In 2014, the chief medical officer of an LLC called 231 Sheep noticed many of his Bay Area ophthalmology patients didn’t take their glaucoma medications properly and were losing their sight. The disease, which is not curable but manageable with eye drops, is the world’s leading cause of irreversible blindness, but 60 percent of patients don’t take their eye drops as frequently as necessary and are paying the price for it. 

231 Sheep created Ocuelar, a now-patented innovation. Allan Lee and Varun Shravah, project managers and clinical leadsm selected six Berkeley master’s students to develop a device: Aakansha Gosain (bioengineering), Andrew Flach (mechanical engineering), Chichi Chang (bioengineering), Manish Singh (biomedical engineering), Ryan Young (bioengineering), and Yifan Mao (mechanical engineering). 

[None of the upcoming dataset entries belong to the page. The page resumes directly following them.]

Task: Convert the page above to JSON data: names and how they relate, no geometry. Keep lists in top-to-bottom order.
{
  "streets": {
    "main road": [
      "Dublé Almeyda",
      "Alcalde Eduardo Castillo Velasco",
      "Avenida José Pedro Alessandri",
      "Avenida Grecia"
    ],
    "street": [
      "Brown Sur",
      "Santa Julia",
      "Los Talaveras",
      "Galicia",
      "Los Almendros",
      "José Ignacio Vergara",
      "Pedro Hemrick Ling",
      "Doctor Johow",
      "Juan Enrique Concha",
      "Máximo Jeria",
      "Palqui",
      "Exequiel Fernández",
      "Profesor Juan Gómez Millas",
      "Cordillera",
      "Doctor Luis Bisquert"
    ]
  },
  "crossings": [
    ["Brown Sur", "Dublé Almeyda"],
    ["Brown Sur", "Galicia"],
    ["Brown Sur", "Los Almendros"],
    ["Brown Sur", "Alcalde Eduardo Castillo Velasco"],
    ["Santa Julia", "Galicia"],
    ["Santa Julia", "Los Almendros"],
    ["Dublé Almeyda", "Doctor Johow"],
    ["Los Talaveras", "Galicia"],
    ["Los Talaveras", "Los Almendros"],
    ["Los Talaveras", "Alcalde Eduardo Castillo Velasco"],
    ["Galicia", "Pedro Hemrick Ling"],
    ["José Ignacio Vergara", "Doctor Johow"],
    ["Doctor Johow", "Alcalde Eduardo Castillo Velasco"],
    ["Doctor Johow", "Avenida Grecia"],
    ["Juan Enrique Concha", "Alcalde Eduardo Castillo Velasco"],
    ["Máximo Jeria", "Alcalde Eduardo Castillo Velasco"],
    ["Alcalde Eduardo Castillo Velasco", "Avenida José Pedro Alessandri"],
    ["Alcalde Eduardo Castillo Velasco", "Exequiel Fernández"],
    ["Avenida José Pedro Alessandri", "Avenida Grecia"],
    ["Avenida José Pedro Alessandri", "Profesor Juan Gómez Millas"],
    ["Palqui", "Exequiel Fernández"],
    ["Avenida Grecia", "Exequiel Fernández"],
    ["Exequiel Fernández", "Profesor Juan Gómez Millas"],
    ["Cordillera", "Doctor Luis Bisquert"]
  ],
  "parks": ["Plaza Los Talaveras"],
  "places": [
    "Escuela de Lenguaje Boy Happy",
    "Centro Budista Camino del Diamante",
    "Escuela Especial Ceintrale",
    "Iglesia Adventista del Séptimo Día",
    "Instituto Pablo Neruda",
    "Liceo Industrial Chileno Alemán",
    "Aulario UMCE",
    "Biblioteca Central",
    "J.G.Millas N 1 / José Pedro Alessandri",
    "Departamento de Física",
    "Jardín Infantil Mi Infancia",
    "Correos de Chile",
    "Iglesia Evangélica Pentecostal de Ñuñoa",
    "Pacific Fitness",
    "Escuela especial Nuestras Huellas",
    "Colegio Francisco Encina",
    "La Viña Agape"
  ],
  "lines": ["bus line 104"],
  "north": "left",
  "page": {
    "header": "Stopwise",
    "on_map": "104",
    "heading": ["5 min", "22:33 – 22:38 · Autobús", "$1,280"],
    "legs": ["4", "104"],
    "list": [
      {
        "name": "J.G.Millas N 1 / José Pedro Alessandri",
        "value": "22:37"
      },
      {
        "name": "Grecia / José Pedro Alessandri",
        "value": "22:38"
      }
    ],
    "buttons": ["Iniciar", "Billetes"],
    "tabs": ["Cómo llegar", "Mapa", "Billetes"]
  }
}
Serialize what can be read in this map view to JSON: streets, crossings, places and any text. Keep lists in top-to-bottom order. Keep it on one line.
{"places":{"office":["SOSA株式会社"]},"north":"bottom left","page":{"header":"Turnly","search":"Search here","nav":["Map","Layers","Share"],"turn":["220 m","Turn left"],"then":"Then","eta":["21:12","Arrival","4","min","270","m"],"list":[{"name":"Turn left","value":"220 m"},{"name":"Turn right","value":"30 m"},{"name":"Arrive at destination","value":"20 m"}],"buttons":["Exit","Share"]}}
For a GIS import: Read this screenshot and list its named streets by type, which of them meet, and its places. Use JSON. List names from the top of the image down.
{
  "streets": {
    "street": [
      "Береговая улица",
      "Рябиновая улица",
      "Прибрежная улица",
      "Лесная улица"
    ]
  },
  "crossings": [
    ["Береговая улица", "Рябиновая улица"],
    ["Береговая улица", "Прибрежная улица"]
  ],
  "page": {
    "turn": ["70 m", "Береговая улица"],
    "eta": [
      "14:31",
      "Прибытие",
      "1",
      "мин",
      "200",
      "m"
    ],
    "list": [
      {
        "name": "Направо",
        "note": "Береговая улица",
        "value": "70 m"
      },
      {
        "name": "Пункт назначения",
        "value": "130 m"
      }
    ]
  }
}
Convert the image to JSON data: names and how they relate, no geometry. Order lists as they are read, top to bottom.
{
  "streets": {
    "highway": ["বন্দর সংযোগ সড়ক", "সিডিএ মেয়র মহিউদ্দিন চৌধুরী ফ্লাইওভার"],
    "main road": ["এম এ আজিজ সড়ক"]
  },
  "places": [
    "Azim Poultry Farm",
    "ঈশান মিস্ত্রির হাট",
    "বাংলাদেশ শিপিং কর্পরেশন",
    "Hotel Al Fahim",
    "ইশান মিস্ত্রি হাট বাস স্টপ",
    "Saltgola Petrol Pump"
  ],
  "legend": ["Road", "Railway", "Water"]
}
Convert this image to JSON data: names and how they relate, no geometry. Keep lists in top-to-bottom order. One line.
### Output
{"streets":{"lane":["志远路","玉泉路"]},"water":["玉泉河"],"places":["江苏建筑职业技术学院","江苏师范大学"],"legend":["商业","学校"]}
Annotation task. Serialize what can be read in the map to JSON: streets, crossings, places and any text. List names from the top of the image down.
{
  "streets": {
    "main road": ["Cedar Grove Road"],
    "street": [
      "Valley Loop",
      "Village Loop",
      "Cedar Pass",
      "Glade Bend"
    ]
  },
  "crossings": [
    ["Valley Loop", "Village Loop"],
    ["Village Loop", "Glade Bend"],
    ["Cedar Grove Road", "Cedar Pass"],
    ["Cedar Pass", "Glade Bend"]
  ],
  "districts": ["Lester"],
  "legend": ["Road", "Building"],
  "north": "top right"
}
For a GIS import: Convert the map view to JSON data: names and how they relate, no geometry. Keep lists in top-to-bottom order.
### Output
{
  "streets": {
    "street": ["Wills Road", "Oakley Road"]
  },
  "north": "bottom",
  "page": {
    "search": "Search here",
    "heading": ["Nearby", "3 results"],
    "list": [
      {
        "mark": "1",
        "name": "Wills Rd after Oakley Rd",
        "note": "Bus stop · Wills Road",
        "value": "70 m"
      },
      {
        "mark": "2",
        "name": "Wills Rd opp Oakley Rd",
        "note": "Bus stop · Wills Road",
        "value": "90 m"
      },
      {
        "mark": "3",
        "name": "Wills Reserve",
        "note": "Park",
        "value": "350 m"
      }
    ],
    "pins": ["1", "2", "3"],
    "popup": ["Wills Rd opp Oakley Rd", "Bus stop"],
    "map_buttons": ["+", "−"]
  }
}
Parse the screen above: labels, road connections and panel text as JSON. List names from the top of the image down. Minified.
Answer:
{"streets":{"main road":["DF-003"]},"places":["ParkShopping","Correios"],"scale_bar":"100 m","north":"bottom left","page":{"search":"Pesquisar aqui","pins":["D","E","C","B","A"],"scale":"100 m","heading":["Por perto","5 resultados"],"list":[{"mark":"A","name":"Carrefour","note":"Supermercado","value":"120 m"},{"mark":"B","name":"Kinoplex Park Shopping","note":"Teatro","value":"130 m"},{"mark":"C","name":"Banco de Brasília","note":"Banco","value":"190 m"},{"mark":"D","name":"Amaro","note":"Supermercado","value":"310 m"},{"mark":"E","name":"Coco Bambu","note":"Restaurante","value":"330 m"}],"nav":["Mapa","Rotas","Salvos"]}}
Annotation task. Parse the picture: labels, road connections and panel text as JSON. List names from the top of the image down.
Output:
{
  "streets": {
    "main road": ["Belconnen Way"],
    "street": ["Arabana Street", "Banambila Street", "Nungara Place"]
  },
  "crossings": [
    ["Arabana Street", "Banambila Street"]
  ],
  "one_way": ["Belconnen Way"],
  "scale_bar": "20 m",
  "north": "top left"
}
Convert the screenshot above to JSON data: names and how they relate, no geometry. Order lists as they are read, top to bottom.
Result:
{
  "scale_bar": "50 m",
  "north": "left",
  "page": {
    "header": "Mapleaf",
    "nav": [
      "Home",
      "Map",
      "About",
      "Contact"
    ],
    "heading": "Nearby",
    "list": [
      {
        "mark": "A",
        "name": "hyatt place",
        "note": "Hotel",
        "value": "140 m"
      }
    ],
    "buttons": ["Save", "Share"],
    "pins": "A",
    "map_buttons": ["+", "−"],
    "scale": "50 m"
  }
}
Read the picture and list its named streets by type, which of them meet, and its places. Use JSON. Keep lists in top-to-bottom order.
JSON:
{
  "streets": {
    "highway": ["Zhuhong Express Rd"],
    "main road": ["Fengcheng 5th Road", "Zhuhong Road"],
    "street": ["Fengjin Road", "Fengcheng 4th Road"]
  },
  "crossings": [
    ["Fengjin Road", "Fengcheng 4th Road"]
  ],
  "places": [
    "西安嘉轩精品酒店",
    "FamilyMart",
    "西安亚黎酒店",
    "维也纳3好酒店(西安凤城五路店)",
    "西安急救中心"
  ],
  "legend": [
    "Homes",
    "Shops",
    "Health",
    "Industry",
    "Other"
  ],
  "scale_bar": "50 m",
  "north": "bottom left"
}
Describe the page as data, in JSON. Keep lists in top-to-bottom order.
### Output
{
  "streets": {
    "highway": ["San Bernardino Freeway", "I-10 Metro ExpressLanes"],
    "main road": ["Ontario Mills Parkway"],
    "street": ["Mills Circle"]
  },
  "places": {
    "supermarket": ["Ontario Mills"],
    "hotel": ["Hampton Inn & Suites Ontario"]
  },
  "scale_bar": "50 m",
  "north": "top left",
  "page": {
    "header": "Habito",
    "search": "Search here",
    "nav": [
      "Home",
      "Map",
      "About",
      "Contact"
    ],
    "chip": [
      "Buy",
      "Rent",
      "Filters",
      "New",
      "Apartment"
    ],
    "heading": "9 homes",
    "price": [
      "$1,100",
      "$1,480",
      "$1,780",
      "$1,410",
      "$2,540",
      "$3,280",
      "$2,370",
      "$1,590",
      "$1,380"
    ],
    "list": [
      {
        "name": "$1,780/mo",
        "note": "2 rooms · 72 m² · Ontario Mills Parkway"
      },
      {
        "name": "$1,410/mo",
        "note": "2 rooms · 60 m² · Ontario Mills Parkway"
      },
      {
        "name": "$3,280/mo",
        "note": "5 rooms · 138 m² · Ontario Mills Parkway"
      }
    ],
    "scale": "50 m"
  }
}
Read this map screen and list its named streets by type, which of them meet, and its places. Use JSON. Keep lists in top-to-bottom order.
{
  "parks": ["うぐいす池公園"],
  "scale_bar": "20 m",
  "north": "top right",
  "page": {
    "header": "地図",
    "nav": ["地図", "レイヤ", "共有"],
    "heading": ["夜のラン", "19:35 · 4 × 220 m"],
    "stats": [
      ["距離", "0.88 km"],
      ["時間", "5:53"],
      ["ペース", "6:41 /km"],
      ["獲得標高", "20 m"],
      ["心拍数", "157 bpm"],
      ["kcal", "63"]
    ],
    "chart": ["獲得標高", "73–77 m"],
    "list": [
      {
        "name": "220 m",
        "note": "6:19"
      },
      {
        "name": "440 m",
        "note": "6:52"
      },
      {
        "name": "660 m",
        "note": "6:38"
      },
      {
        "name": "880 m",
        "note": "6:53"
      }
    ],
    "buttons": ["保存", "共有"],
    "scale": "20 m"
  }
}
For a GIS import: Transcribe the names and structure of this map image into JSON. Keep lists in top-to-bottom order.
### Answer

Ocuelar uses a next-generation, nanotechnology-based hardware with a variety of sensors to record a patient’s medication usage in real-time. AI software and machine learning allows the device to identify at-risk glaucoma patients and predict their medication behavior. The result will be more accurate data for clinicians, earlier detection, and lower costs and better vision for patients.

“Glaucoma is an insidious disease that disproportionately impacts people of color and minorities, specifically African-Americans, Latinos, and East Asians,” says Varun. “Not only are people from these communities more at risk for the disease, they also tend to have worse outcomes. We wanted to build Ocuelar in a space that is dedicated to helping to reduce some of the healthcare disparities that exist for communities of color.”

In the CoLab, the team looks forward to collaborating and discussing ideas with other students and teams in order to refine its own ideas and create a user-centric device.